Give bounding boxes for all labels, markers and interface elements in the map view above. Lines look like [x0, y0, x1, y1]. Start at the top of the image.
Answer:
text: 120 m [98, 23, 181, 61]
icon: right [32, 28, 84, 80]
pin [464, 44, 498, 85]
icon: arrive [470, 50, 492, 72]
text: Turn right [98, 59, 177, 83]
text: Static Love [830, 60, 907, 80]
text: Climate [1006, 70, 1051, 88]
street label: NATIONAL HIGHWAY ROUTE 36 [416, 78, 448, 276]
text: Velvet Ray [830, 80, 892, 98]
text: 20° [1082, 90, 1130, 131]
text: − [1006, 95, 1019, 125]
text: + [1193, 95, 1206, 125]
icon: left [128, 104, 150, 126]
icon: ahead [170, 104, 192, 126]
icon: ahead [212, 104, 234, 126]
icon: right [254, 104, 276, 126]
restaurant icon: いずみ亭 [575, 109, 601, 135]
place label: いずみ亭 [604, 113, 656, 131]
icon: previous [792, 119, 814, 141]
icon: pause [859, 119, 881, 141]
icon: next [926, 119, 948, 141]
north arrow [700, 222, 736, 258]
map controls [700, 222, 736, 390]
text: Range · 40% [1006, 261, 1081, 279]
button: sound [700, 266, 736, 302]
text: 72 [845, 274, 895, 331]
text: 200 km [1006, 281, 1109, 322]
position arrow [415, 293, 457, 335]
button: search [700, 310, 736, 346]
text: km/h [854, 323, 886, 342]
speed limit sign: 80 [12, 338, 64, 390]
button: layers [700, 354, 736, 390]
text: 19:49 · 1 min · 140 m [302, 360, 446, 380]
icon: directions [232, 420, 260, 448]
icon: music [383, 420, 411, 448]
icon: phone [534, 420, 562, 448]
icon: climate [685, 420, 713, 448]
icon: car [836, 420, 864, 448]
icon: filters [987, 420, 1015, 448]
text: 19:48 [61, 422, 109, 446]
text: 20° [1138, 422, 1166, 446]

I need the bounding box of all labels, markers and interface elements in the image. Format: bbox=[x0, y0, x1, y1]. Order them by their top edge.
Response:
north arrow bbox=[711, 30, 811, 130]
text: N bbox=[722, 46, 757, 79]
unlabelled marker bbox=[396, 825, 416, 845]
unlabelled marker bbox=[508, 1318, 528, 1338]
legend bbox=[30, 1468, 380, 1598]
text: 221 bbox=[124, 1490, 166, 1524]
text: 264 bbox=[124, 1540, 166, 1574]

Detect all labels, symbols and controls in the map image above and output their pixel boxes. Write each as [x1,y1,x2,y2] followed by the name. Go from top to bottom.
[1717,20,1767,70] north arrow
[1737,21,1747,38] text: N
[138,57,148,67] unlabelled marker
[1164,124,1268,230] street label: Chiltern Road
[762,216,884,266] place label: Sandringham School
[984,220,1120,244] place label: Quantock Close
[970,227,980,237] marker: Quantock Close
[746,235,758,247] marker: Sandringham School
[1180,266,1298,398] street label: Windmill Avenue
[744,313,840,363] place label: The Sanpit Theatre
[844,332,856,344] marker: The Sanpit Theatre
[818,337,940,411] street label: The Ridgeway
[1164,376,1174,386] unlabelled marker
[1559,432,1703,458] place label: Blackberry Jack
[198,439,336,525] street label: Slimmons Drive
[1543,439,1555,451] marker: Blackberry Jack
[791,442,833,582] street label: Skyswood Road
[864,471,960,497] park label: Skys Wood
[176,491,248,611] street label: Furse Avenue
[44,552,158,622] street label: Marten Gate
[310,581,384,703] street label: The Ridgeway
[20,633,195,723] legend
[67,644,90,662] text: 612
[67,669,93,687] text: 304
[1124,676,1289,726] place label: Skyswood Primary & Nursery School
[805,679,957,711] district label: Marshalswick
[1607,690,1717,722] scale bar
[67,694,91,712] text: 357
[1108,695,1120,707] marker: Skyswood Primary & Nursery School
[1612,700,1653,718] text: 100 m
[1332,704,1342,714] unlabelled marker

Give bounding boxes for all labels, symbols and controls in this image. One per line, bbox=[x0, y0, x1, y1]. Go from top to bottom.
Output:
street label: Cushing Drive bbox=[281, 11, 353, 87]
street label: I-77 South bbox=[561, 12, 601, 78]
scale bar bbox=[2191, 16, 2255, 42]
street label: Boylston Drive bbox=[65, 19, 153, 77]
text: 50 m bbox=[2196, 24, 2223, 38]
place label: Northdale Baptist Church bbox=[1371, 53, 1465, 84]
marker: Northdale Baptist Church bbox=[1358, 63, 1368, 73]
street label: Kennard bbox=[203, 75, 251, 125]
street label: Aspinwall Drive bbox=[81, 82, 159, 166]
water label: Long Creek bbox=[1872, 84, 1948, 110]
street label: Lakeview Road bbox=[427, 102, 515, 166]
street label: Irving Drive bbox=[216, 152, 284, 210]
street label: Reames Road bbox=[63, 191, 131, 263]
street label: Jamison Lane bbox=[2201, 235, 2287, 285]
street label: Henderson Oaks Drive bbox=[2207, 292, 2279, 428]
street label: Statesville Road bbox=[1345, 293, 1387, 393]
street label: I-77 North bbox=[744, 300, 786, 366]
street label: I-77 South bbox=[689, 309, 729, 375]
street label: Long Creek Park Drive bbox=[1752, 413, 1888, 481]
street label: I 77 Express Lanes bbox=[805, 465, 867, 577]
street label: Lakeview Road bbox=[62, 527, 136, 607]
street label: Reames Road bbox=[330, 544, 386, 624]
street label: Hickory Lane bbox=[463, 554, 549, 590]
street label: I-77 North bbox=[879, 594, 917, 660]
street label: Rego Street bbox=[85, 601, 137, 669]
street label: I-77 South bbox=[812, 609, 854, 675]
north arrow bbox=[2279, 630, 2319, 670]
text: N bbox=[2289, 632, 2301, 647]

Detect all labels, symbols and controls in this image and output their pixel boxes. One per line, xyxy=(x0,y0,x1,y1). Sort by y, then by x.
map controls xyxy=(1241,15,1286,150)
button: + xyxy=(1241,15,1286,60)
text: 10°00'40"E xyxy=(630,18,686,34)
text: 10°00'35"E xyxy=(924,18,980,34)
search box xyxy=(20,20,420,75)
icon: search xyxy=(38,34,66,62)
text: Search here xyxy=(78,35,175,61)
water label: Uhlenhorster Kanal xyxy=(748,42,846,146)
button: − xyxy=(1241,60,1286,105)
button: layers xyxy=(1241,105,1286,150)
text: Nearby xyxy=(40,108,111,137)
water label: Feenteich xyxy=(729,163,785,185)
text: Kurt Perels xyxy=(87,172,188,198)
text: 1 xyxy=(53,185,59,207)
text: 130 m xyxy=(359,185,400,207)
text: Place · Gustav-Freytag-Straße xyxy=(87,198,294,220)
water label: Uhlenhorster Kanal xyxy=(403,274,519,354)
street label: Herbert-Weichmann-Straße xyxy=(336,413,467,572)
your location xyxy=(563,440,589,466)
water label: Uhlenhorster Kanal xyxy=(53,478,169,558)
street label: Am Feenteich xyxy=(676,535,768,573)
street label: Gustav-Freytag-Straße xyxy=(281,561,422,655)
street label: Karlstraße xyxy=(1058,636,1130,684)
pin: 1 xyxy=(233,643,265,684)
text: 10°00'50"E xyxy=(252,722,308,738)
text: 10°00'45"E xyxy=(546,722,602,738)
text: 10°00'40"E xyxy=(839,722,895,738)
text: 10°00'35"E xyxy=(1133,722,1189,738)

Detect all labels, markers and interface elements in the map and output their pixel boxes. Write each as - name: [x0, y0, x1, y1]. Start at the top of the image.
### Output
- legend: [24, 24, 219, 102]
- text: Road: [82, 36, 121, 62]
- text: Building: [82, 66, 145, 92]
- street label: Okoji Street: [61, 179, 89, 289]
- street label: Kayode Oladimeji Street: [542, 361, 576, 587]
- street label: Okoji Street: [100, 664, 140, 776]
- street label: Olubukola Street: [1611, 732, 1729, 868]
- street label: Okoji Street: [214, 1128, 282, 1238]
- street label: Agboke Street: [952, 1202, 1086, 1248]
○ ○ ○ ○ ○
_What to work on:_ Across the entries, state how many lines contain "markers", giving the number only.

_Task output:_ 3